Results: For stage I-II tumors, 114,839 patients underwent resection, 62% for right and 38% for left-sided tumors. After adjustment for patient and tumor characteristics, patients with right-sided tumors had superior survival compared to those with left-sided tumors (HR for left-sided tumors, right-sided reference [HR]: 1.13, p<0.001). For Stage III tumors, 71,024 patients underwent resection (59% right-sided, 41% left-sided tumors). Of 60,788 patients with stage IV tumors, 41,371 (68%) patients underwent resection (57% right-sided, 43% left-sided). For the 19,417 patients with stage IV cancer who did not undergo surgery, 56% were right-sided tumors, and 44% were left-sided tumors. After adjustment for patient and tumor characteristics, left-sided tumors had superior survival compared to right-sided tumors in Stage III tumors, Resected Stage IV tumors, and Unresected  Stage IV Tumors with respective Hazard Ratios of Stage III 0.90, p<0.001, Stage IV Resected HR 0.71, p<0.001, and Stage IV Unresected HR 0.77, p<0.001.
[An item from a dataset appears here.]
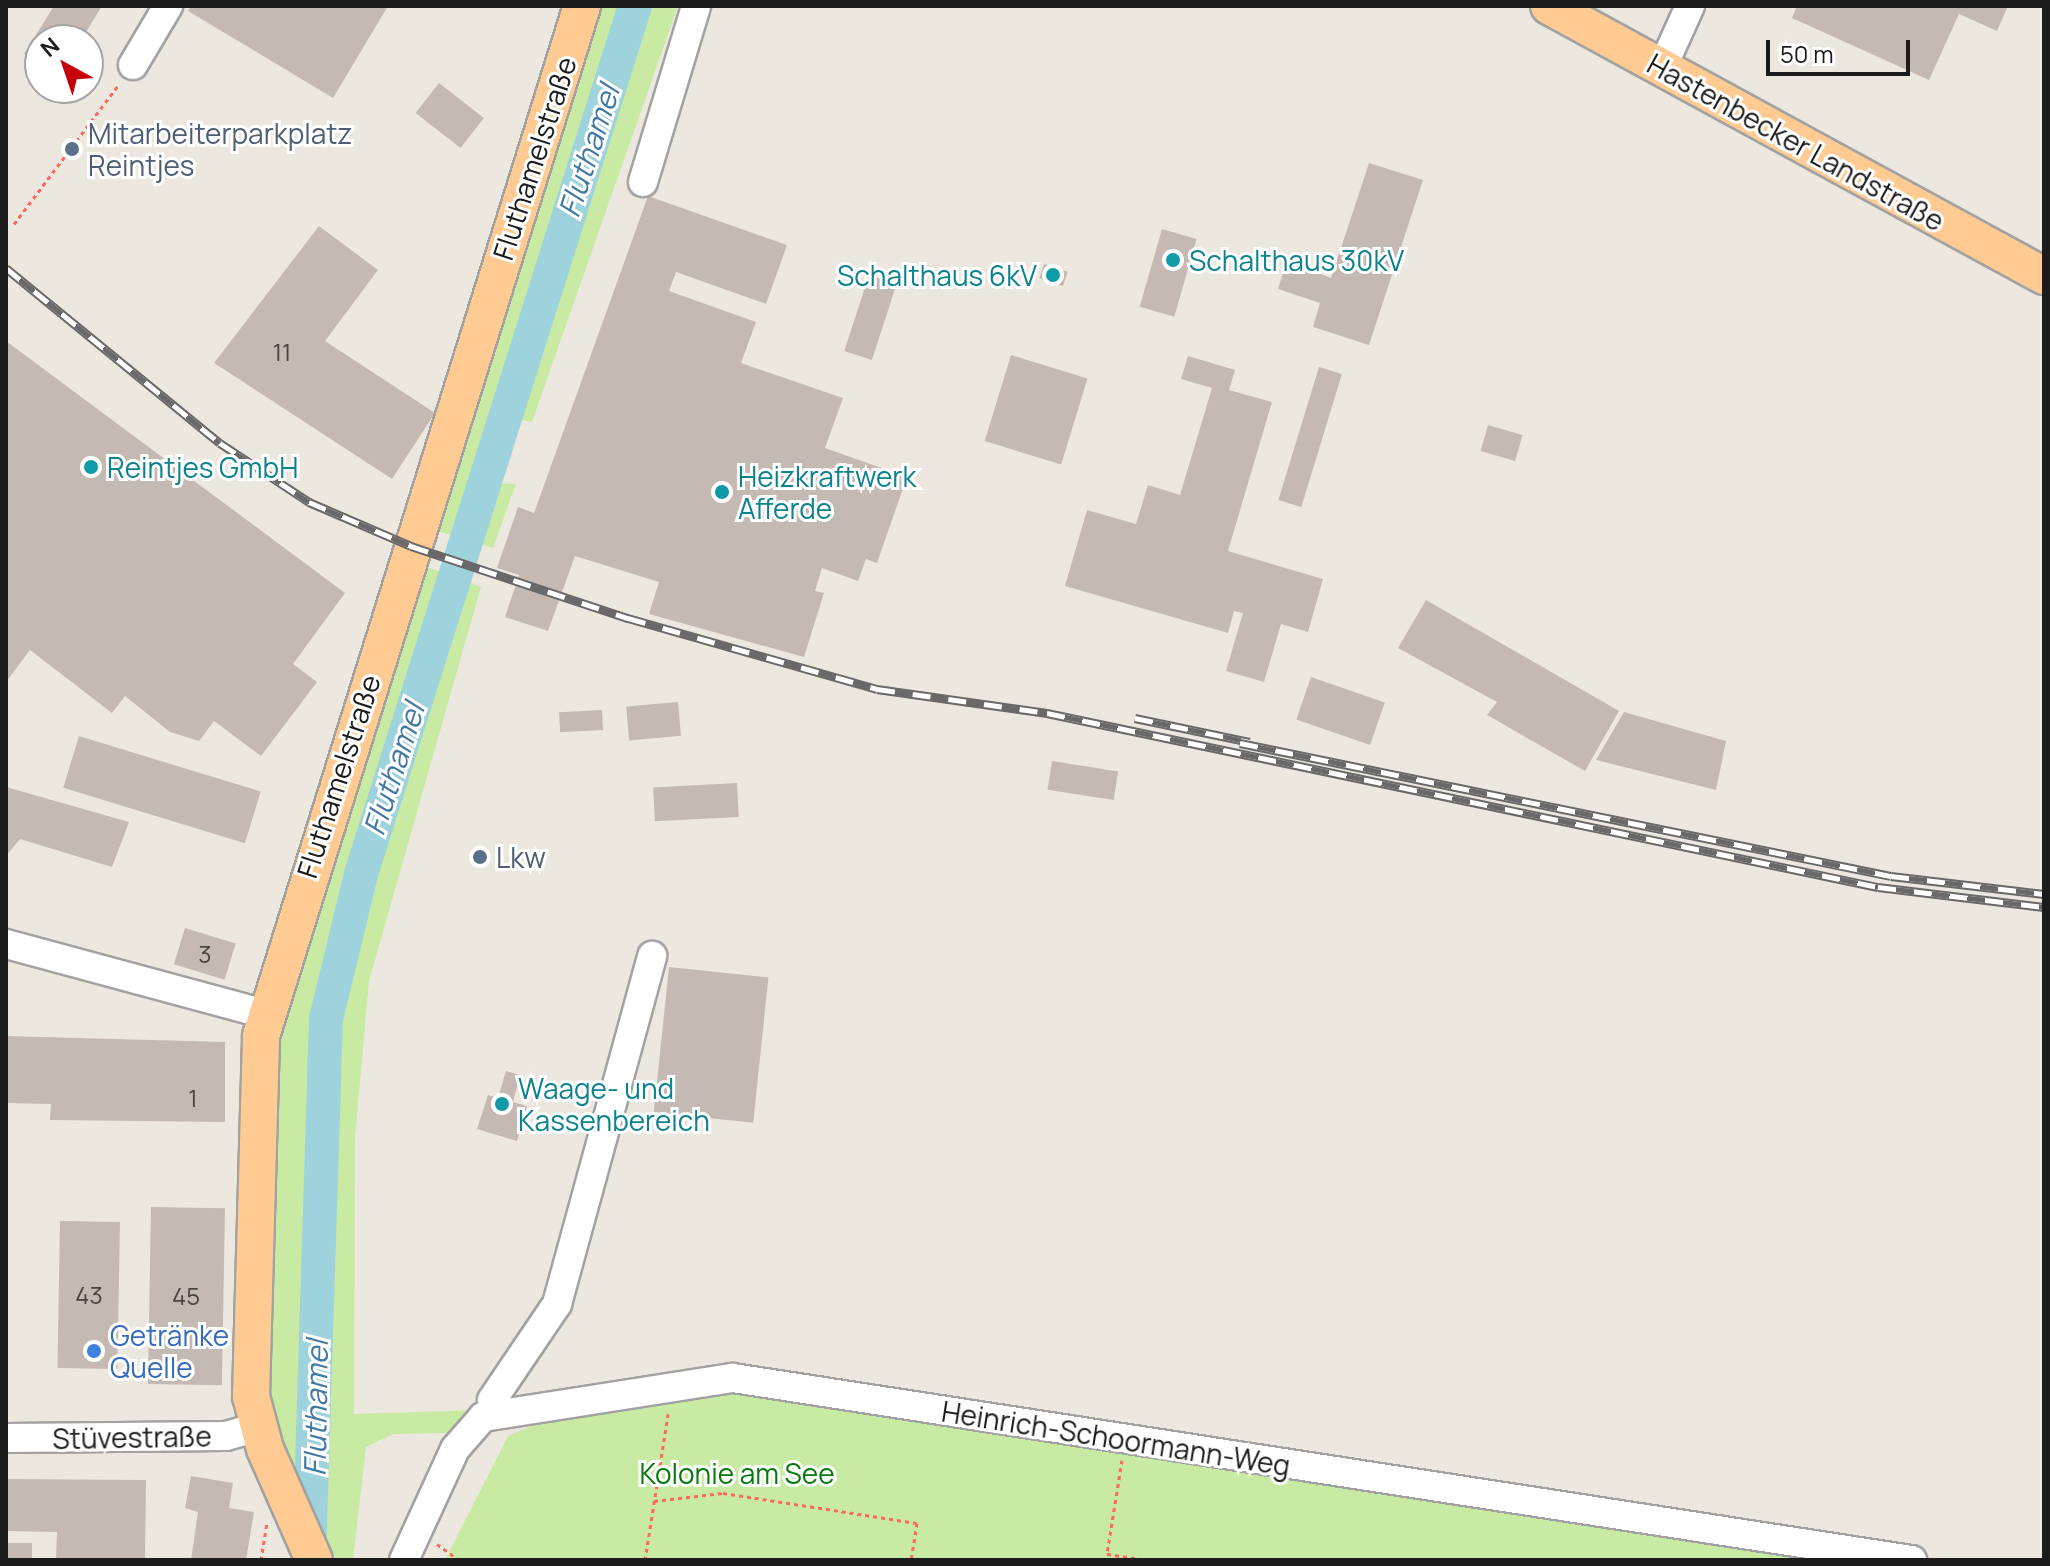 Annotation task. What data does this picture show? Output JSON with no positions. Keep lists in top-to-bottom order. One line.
{"streets":{"main road":["Hastenbecker Landstraße","Fluthamelstraße"],"street":["Stüvestraße","Heinrich-Schoormann-Weg"]},"crossings":[["Fluthamelstraße","Stüvestraße"]],"water":["Fluthamel"],"parks":["Kolonie am See"],"places":["Mitarbeiterparkplatz Reintjes","Schalthaus 30kV","Schalthaus 6kV","Reintjes GmbH","Heizkraftwerk Afferde","Lkw","Waage- und Kassenbereich","Getränke Quelle"],"house_numbers":["11","3","1","43","45"],"scale_bar":"50 m","north":"top left"}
Conclusion: Primary tumor laterality affects overall survival across stages for colon adenocarcinoma. In this analysis, patients with right-sided tumors have superior survival for stage I-II disease. However, left-sided tumors have superior survival in advanced disease, stage III-IV. These results from a large, national cancer database reinforce and extend previous subgroup analyses of large cooperative group trials.  These findings provide investigators better prognostication tools and provide a possible avenue to better understand the molecular mechnisms in patients with colon adenocarcinoma.